Luke Norton is starting his second year studying equine management at the Enniskillen campus. Luke will get to play a huge role in the management of the horse breeding unit, with focus on preparation for the foal sales. Twenty-year-old Jack Graham from Ballymoney is in his second year at Loughry studying food technology, manufacturing and sciences. His class have been given 12 weeks to develop a new chicken product that is nutritious, allergen free, convenient and sustainably packaged. Leanne Green met Katie Acheson at Greenmount two years ago, and the final year students have become best friends.
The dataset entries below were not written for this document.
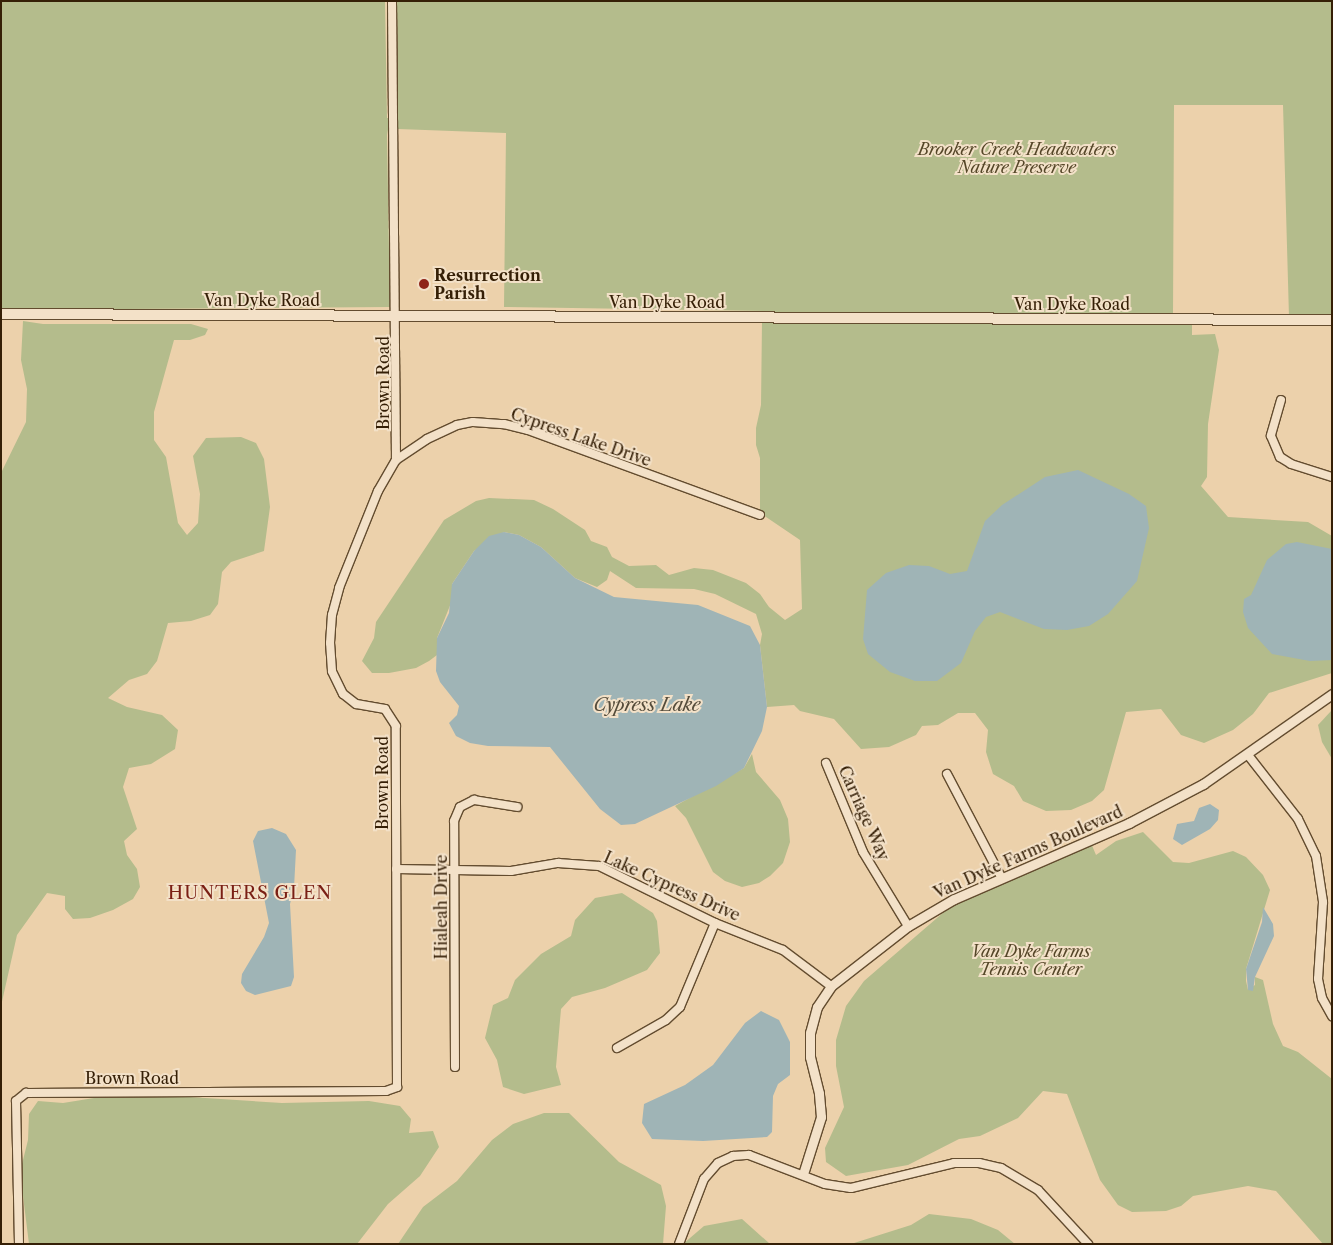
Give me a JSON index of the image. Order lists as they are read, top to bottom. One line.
{"streets":{"main road":["Van Dyke Road"],"street":["Brown Road","Cypress Lake Drive","Carriage Way","Van Dyke Farms Boulevard","Lake Cypress Drive","Hialeah Drive"]},"crossings":[["Van Dyke Road","Brown Road"],["Brown Road","Cypress Lake Drive"],["Brown Road","Lake Cypress Drive"],["Carriage Way","Van Dyke Farms Boulevard"],["Van Dyke Farms Boulevard","Lake Cypress Drive"],["Lake Cypress Drive","Hialeah Drive"]],"districts":["HUNTERS GLEN"],"water":["Cypress Lake"],"parks":["Brooker Creek Headwaters Nature Preserve","Van Dyke Farms Tennis Center"],"places":["Resurrection Parish"]}
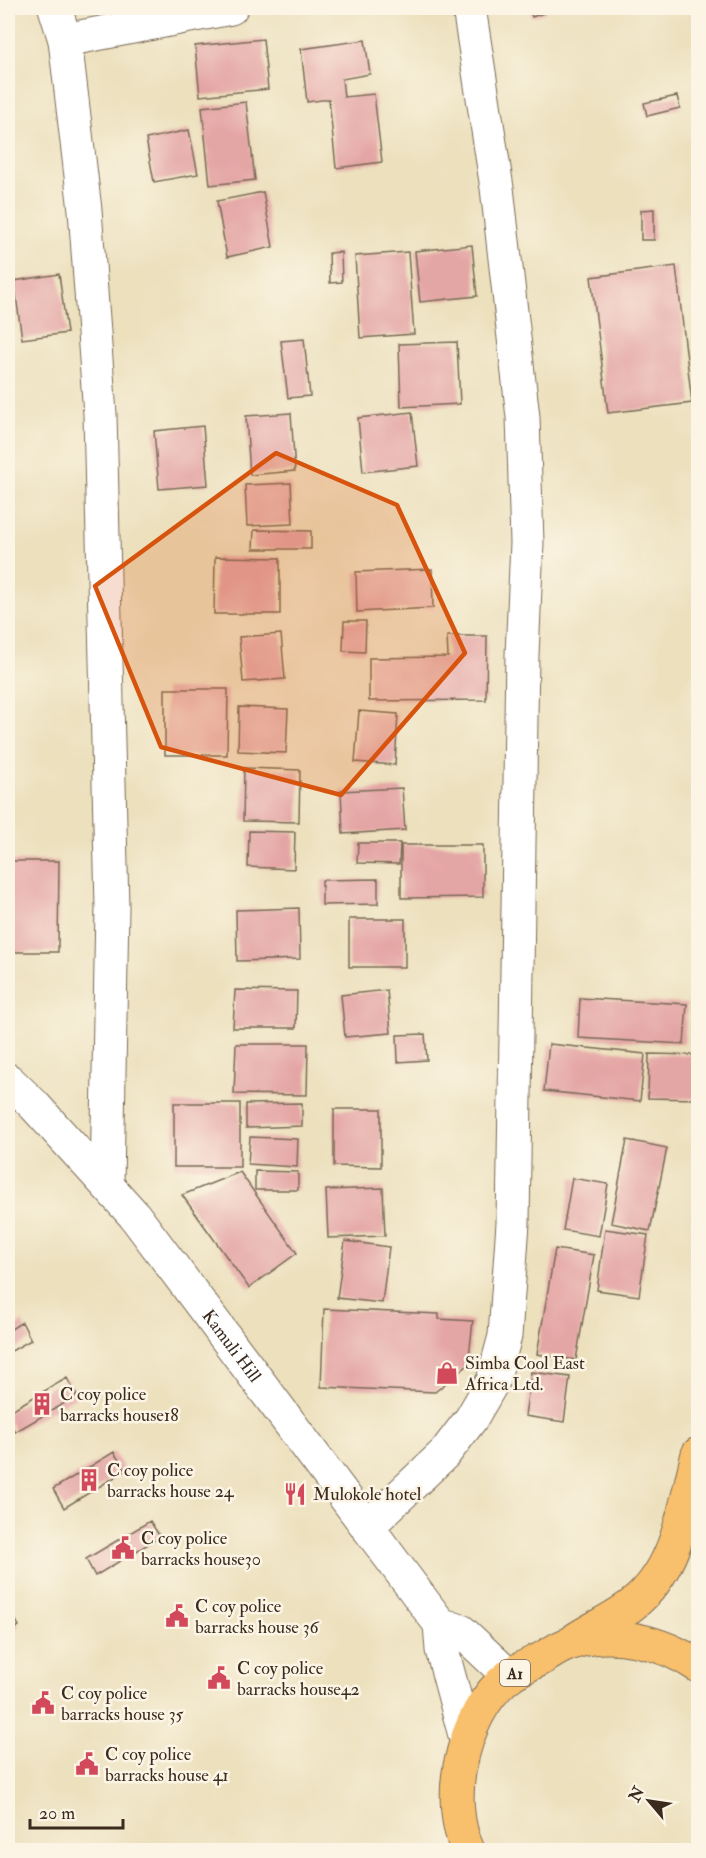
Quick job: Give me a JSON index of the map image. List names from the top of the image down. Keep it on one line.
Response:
{"streets":{"highway":["A1"],"street":["Kamuli Hill"]},"crossings":[["Kamuli Hill","A1"]],"places":{"shop":["Simba Cool East Africa Ltd."],"building":["C coy police barracks house18","C coy police barracks house 24"],"restaurant":["Mulokole hotel"],"public building":["C coy police barracks house30","C coy police barracks house 36","C coy police barracks house42","C coy police barracks house 35","C coy police barracks house 41"]},"scale_bar":"20 m","north":"top left"}
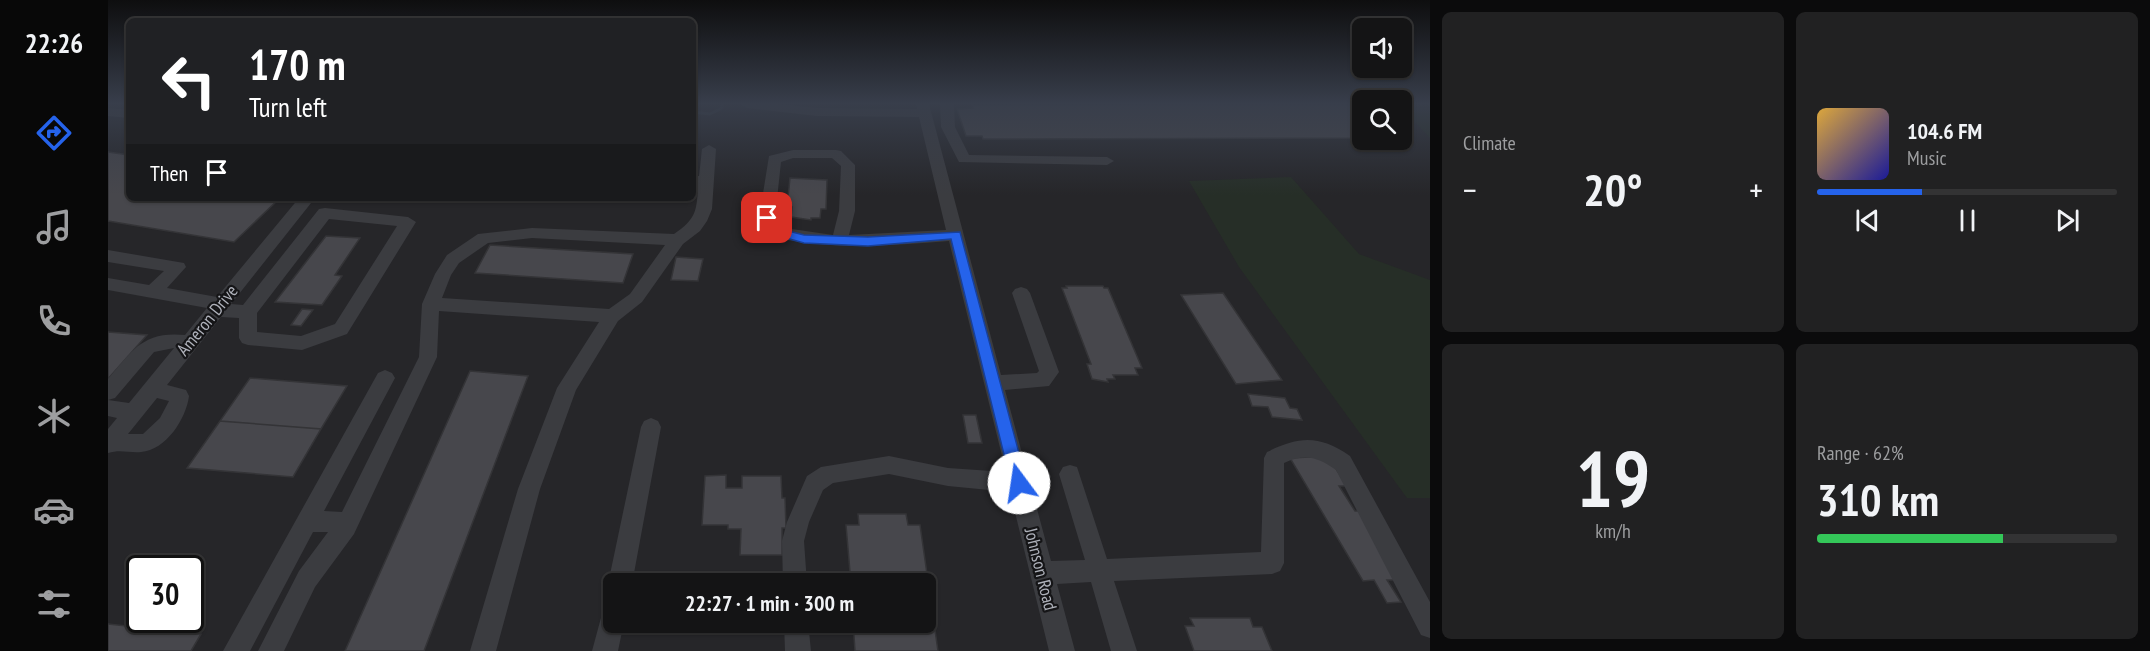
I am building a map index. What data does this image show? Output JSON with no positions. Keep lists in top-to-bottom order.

In October, the pair head off on a shopping spree to the autumn Stirling bull sales, where Leanne is hoping to buy the pedigree shorthorn heifer of her dreams.
The students return from their Christmas break. At the Enniskillen campus, well-known jockey and three times Cheltenham winner Derek O’Connor is visiting the equine students to share his top tips. We follow students Charlotte, Jack and Niall through the term, as the Spring Formal and St Patrick’s Day celebrations are followed by the outbreak of Covid-19. All campuses have to close with immediate effect, and the CAFRE students hurry home as the college gates close for the first time since World War Two.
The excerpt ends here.